Two years ago, thanks to Twitter, I stumbled upon a book that completely changed my teaching career. Normally, once teachers enter year twelve, they have firmly ingrained routines that have been demonstrated to work. I was very much this way until I read the book Assessment 2.0 by Mark Barnes. The premise of his researched-based book is that giving students feedback, instead of grades, will help them grow at a much faster rate. I was at a point in my career where I not only felt stuck in a rut, but I could identify with the dilemma of giving students feedback on their assignments only to have it ignored due to the good or bad grade at the top of the page. Figuring that I didn’t have much to lose, I gave it a try last year with only my honors classes.
Overall, the experiment turned out very well. It was weird, for both myself and my students, not assigning grades and only giving them feedback. I had my students practice reflecting over their own work and ultimately assigning themselves progress report and report card grades. I overruled their report card grades with very few exceptions, and not without discussing it with them first. I wanted them to understand how they could improve so they could ultimately get the grade that they desired. Aside from going gradeless, very little of my day-to-day classroom structure changed. I decided to implement the gradeless structure in all of my classes the following school year after seeing it work so well, but against the objections of several of my honors students who cautioned that it wouldn’t work with less motivated “regular” students.
This past school year, I began the year with complete comfort in my gradeless grading system. Over the summer, I had read two more books on this topic: Hacking Assessment and Teaching Students to Self-Assess: How do I help students reflect and grow as learners?--both by Starr Sackstein. Again, I made very few changes to the curriculum or to the daily operations of the classroom, except for having my students reflect more often over their work. At the end of the school year, I asked all of my students to be brutally honest and reflect on the gradeless classroom itself. While not everyone was a fan, almost all of the comments looked similar to this: “You are able to work at your own pace and not be extremely rushed and I feel like students learn and work better like that. I love the gradeless classroom environment. I view it as a very positive thing because if the lack of stress it gave me. I feel it made me able to take my time and master my standards that I needed to better. Other teachers should definitely do this type of system.”
In case you are wondering if students choosing their own grades will cause them to greatly inflate their grades, this simply has not been the case the two years that I have gone gradeless. After analyzing my students’ end-of-the-year averages this school year, 29% had A’s, 12% had B’s, 23% had C’s, and 18% had D’s and F’s, respectively. I don’t know how this compares to other teachers at my subject and grade level who assigned grades, but I’d be willing to wager that my grade distribution is pretty close to theirs.

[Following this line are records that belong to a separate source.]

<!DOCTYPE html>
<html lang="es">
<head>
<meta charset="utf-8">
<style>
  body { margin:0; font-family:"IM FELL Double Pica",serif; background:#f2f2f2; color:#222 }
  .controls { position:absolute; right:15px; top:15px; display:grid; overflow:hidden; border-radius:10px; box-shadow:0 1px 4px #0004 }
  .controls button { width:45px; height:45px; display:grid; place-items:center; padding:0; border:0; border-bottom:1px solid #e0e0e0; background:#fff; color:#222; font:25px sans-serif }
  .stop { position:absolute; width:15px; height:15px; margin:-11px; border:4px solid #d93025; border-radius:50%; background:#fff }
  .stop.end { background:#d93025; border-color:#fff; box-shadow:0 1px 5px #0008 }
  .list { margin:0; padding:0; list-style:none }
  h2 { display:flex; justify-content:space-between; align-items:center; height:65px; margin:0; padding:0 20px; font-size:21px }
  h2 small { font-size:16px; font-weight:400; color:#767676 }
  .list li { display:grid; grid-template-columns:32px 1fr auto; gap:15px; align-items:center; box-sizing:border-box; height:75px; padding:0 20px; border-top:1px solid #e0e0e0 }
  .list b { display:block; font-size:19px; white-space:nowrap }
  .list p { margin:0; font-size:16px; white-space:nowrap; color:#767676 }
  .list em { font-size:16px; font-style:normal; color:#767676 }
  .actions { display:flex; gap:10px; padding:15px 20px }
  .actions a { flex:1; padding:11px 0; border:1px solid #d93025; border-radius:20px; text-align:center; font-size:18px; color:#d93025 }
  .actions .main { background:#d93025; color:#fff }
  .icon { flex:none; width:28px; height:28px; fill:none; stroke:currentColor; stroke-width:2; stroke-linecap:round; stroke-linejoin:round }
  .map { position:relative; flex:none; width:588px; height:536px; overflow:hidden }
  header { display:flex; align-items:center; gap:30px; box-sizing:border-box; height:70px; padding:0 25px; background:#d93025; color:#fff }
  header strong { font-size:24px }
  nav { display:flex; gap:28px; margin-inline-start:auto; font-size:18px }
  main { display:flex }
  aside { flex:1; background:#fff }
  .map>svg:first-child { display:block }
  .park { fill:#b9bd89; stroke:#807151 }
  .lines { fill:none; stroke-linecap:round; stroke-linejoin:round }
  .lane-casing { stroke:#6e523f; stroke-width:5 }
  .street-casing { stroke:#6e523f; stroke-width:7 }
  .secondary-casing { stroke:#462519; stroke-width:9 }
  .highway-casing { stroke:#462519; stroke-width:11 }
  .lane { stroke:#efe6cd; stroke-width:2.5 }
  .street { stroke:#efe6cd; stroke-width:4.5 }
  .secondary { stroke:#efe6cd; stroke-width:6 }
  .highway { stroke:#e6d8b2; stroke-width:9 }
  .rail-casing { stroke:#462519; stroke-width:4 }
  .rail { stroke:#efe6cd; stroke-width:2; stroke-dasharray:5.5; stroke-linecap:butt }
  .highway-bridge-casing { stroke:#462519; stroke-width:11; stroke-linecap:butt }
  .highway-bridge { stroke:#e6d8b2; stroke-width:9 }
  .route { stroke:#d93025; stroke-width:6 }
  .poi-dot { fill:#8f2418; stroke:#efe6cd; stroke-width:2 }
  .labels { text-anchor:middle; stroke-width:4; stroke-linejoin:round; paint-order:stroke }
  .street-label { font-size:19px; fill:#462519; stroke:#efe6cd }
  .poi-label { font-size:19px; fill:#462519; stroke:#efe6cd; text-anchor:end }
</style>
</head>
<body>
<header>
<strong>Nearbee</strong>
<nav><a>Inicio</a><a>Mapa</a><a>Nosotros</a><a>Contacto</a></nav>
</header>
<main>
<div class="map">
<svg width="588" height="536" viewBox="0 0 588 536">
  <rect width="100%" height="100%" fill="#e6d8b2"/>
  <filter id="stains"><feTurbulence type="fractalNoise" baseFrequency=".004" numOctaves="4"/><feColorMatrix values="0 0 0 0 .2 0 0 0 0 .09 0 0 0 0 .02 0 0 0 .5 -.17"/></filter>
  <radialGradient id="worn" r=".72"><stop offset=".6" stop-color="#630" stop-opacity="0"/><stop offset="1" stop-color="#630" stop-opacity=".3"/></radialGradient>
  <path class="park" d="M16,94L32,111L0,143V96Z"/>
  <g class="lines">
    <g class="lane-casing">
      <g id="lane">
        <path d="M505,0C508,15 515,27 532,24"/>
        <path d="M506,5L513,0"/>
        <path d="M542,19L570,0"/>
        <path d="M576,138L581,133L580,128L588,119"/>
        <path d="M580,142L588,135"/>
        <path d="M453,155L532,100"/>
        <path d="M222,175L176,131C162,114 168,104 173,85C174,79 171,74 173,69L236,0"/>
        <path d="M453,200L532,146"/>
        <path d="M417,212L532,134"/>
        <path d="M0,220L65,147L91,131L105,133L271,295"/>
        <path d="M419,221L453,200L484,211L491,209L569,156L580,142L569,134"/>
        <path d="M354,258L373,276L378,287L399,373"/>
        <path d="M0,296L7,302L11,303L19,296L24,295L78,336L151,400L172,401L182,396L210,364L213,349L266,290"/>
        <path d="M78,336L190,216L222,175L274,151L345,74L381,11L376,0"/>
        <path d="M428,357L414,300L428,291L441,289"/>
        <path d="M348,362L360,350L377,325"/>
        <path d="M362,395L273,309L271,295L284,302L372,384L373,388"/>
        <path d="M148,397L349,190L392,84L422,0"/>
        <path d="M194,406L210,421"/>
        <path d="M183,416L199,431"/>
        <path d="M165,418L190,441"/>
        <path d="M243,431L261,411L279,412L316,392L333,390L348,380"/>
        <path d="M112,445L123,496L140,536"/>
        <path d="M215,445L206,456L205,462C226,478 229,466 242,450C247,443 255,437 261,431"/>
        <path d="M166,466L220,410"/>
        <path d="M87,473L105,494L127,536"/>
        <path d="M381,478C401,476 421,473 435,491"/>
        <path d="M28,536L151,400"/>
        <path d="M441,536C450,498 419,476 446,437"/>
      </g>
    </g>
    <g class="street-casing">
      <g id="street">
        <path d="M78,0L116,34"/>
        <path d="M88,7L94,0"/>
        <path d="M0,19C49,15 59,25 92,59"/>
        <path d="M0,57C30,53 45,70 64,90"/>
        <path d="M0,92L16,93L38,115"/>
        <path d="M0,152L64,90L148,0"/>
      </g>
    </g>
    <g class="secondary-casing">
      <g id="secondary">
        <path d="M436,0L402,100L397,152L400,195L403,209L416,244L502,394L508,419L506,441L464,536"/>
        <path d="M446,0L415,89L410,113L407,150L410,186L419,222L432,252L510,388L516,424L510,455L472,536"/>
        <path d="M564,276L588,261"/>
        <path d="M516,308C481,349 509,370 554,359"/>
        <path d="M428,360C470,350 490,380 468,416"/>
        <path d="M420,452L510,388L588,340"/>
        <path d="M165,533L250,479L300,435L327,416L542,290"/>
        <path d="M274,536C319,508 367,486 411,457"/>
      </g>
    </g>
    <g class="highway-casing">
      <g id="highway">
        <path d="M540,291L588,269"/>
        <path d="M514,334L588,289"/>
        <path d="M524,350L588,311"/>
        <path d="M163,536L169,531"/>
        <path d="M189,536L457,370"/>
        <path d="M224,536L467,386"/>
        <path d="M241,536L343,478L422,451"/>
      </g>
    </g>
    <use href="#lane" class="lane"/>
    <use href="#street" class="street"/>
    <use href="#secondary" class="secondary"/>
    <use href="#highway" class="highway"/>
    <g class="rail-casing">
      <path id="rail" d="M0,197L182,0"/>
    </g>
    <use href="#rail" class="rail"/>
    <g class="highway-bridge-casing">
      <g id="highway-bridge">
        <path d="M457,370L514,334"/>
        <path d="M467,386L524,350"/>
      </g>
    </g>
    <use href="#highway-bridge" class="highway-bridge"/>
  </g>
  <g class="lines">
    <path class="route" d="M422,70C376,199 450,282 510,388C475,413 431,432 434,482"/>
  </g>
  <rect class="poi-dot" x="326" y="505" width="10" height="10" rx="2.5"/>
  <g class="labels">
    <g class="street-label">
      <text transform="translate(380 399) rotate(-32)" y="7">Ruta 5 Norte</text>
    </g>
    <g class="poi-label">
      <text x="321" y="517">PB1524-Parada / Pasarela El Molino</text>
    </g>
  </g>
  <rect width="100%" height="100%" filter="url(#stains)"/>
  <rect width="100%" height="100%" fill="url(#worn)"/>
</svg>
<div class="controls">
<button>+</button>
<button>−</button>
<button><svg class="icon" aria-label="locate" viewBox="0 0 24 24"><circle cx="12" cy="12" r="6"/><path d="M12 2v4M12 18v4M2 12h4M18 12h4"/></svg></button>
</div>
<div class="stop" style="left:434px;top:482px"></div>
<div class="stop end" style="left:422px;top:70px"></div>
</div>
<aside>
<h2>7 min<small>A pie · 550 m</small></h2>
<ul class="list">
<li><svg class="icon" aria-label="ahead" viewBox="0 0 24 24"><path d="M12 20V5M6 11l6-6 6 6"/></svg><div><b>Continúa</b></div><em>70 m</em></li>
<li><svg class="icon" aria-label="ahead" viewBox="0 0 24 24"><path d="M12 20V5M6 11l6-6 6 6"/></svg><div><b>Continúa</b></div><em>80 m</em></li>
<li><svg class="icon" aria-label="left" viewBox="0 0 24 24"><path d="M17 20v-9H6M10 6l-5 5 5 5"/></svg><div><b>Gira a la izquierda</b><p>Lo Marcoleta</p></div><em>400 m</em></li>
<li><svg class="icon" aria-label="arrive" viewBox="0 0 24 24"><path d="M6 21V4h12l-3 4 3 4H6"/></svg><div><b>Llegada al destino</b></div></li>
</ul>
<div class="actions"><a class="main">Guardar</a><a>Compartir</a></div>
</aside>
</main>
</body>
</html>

Despite my relative success, several things that I couldn’t quite pinpoint weren’t sitting well with me, and I went searching for answers. I read another one of Mark Barnes’ books, ROLE Reversal: Achieving Uncommonly Excellent Results in the Student-Centered Classroom. This book helped me realize that I haven’t gone far enough in creating a classroom environment that truly revolves around my students. Also, my students’ comments at the end of this school year indicated that I need to do a better job of notifying them when they have missing assignments and of reminding them about FreshGrade--the online website I use to keep track of their progress on individual assignments. My students also told me in their comments to make the work more challenging and to implement more projects. Finally, I recognize that I need to do a better job of communicating with parents. Both FreshGrade and Google Classroom have this feature, but my students’ parents did not utilize them very much this school year. Recognizing and attacking these issues will allow me to continue to grow as the lead learner in my classroom.